Fabrik, so das damalige Vorwort, "hebt wie eine Pastorale an". Das stimmt. Und auch, dass Tuggener "die Gesetze des Stummfilms auf die Bildfolge übertragen und dabei (...) den Rhythmus neu entdeckt" hat. Er hält sich allerdings nicht lange bei der Schäferstimmung auf, der Bildrhythmus zieht den Betrachter in einen expressionistischen Albtraum à la Metropolis hinein. Riesige Kräne, Turbinenräder, Öfen, Transformatoren reduzieren die, die Hand anlegen, zu Rädchen. Nahaufnahmen bestärken nur, als Kontrast, den Befund. Bilder aus der Umgebung, seien es die Siedlungen, die Wasserläufe oder die Bahntrassen, ergänzen das "Gesicht der Arbeit": Alles wird der nie ruhenden Fabrik zugeführt.
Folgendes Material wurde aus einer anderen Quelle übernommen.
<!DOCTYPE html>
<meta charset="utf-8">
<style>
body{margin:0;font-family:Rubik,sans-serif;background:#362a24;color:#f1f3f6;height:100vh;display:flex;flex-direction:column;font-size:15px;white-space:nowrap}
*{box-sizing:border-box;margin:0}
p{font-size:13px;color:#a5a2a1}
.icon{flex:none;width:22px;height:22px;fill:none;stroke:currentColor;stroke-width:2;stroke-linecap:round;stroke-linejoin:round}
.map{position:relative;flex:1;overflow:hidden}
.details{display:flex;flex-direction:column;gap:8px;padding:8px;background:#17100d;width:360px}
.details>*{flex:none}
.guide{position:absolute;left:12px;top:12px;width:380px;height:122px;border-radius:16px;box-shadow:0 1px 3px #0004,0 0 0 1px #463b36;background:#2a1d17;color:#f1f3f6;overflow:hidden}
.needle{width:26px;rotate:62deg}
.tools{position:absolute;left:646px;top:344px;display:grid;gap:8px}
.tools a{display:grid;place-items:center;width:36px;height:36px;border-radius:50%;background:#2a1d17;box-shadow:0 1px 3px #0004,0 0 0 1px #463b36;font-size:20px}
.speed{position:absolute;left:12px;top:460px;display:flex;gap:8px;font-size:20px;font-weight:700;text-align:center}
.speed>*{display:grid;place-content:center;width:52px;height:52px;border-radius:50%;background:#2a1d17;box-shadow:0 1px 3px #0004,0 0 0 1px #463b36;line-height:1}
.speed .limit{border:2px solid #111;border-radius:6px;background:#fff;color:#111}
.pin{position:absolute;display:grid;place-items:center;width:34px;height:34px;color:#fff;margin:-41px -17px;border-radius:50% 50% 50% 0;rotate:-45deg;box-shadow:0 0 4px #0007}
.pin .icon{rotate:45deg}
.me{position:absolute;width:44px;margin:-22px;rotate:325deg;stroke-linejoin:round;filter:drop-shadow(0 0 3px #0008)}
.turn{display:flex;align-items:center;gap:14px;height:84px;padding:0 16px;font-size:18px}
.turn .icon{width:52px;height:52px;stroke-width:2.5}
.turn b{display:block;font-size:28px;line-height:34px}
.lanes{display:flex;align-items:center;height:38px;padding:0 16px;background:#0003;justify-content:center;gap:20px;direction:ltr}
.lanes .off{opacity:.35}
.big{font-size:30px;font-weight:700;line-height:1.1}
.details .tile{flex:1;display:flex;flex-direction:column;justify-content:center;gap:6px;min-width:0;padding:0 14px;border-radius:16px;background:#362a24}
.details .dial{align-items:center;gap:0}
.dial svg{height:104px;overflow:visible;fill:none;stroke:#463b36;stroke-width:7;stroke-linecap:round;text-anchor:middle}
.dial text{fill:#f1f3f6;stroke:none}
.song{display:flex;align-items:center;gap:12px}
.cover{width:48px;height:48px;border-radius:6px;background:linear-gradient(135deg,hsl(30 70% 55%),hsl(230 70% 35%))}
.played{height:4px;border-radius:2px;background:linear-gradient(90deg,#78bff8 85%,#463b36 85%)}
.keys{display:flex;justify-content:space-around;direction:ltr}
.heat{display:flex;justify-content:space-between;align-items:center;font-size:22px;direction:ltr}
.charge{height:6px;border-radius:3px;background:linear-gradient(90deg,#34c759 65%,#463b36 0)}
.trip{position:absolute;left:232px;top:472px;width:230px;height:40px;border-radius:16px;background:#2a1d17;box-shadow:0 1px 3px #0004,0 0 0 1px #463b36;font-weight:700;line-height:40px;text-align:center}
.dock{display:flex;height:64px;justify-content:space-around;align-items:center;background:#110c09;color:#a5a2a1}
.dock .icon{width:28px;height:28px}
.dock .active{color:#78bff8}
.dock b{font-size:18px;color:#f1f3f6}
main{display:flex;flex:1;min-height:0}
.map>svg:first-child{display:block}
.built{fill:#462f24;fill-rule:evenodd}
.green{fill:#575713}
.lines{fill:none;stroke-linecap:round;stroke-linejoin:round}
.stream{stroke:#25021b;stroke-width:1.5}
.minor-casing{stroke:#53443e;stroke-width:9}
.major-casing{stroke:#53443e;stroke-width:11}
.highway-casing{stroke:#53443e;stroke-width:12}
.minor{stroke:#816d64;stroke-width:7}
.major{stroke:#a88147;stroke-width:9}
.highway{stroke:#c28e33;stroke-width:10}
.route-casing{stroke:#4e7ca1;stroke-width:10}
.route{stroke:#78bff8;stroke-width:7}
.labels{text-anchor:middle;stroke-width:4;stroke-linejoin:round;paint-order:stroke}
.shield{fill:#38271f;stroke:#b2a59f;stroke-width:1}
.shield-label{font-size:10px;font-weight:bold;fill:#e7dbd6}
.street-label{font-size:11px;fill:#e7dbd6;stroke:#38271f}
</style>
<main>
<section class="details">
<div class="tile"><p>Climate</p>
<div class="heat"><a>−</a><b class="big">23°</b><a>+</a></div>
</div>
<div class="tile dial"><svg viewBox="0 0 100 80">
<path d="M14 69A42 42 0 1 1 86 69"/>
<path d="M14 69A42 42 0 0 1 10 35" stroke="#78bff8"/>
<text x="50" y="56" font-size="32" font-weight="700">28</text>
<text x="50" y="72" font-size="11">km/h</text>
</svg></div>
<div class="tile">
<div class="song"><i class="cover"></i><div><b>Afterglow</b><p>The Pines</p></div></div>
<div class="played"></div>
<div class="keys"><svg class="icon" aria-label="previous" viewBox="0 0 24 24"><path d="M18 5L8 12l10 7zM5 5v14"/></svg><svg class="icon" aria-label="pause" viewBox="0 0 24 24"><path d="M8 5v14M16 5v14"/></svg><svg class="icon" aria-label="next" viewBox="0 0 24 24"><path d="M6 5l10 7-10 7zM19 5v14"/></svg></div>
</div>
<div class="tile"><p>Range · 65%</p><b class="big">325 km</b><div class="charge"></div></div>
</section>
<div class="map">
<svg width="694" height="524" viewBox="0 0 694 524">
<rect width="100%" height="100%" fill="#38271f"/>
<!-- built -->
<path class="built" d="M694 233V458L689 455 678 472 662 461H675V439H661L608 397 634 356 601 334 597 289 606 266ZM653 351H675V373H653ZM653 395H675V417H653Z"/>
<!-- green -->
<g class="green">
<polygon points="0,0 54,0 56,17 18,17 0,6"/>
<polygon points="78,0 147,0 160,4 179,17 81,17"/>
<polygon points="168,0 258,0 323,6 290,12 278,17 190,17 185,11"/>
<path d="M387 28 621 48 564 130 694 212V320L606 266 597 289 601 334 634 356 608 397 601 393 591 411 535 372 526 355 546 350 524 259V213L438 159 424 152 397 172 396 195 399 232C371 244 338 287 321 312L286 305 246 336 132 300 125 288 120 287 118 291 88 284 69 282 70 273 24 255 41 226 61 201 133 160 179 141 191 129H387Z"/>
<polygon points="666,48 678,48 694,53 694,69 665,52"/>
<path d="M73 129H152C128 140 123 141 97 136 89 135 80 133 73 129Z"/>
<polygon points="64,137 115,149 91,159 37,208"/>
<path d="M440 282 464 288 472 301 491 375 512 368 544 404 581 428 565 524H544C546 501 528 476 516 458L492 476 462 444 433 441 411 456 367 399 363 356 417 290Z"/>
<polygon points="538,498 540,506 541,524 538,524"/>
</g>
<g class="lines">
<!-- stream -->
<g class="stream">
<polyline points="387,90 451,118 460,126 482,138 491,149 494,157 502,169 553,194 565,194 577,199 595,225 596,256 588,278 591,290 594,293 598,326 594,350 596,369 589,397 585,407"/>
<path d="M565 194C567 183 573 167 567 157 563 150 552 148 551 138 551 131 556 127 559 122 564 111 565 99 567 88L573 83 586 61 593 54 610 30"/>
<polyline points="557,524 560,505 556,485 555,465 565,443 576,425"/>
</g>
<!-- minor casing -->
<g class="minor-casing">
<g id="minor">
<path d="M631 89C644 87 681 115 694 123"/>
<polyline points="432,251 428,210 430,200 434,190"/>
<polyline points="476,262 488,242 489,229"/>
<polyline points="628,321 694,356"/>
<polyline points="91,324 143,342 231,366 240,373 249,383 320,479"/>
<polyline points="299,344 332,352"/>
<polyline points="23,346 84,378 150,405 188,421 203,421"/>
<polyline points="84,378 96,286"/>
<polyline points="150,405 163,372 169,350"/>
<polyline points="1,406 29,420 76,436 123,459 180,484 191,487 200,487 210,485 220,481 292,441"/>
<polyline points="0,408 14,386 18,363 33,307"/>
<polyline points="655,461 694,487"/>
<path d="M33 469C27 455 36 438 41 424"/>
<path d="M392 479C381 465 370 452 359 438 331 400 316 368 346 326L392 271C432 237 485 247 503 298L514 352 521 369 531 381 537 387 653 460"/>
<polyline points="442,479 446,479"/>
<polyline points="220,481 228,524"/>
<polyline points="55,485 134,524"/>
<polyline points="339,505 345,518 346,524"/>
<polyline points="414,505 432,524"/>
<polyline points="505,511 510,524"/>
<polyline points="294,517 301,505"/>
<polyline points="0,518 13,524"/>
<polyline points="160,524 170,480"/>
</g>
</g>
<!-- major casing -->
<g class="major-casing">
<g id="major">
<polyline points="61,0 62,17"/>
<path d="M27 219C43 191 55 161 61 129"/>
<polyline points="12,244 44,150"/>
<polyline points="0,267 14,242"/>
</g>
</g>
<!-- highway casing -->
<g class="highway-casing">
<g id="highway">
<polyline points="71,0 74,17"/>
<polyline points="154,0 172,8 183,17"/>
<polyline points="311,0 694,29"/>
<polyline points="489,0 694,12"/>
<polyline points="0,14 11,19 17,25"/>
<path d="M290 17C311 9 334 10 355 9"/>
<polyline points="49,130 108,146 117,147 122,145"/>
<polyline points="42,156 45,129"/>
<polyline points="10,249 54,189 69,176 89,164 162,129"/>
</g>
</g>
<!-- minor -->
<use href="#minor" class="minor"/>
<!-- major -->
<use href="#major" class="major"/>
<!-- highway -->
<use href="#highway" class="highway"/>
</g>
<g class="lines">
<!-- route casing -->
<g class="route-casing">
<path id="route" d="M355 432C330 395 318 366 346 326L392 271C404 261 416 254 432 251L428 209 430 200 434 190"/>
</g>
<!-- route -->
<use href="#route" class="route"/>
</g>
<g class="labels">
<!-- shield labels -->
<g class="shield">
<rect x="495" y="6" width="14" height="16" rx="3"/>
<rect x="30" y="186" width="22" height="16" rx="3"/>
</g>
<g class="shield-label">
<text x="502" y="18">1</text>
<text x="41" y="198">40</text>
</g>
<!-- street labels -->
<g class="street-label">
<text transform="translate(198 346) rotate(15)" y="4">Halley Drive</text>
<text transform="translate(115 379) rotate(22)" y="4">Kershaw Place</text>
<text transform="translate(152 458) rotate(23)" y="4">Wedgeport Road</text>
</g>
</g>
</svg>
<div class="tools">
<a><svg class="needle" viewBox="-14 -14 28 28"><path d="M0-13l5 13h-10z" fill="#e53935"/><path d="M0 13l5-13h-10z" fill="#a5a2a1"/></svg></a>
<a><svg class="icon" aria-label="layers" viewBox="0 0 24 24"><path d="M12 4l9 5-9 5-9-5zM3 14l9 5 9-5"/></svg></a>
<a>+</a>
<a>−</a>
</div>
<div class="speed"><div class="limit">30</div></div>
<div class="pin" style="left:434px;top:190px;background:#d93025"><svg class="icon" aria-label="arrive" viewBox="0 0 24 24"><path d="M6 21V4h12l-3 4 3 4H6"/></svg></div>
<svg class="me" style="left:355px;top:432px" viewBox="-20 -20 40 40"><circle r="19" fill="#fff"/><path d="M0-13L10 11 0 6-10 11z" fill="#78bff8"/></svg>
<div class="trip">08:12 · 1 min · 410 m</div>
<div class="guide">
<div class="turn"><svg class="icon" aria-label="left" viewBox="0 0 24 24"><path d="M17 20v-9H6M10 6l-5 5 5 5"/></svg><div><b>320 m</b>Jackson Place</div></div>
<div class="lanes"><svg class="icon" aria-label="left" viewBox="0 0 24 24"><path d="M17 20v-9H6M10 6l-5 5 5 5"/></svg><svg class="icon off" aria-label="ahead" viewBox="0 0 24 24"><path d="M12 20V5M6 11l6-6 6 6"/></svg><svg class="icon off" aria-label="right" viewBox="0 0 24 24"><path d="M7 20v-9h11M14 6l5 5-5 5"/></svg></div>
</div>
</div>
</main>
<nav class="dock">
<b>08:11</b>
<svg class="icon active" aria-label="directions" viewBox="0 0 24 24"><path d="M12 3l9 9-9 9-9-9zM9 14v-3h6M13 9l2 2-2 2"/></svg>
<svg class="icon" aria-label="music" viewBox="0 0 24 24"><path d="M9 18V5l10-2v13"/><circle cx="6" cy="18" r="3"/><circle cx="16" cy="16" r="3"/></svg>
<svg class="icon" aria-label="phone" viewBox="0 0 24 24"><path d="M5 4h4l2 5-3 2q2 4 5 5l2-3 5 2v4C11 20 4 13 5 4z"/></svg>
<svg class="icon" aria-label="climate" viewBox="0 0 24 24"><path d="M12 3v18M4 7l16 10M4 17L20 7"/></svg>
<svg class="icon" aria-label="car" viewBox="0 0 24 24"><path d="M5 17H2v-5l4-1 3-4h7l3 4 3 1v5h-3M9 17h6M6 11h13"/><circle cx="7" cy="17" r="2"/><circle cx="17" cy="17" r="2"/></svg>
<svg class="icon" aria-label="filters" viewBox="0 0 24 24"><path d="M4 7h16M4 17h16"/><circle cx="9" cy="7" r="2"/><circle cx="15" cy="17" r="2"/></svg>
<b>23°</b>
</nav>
Wenn ein Bild mal an Charlie Chaplins Modern Times erinnert, dann ist das ebenso wenig Zufall wie die Bakelitpuppe, die auf dem Bretterboden steht - zwischen Granaten. Tuggeners ungeschönt nüchterne Herangehensweise hat Schule gemacht. Robert Frank war einer der Schüler. Steidl sei Dank, dass der Lehrer nicht vergessen wird.  (Michael Freund / DER STANDARD, Printausgabe, 4./5.2.2012)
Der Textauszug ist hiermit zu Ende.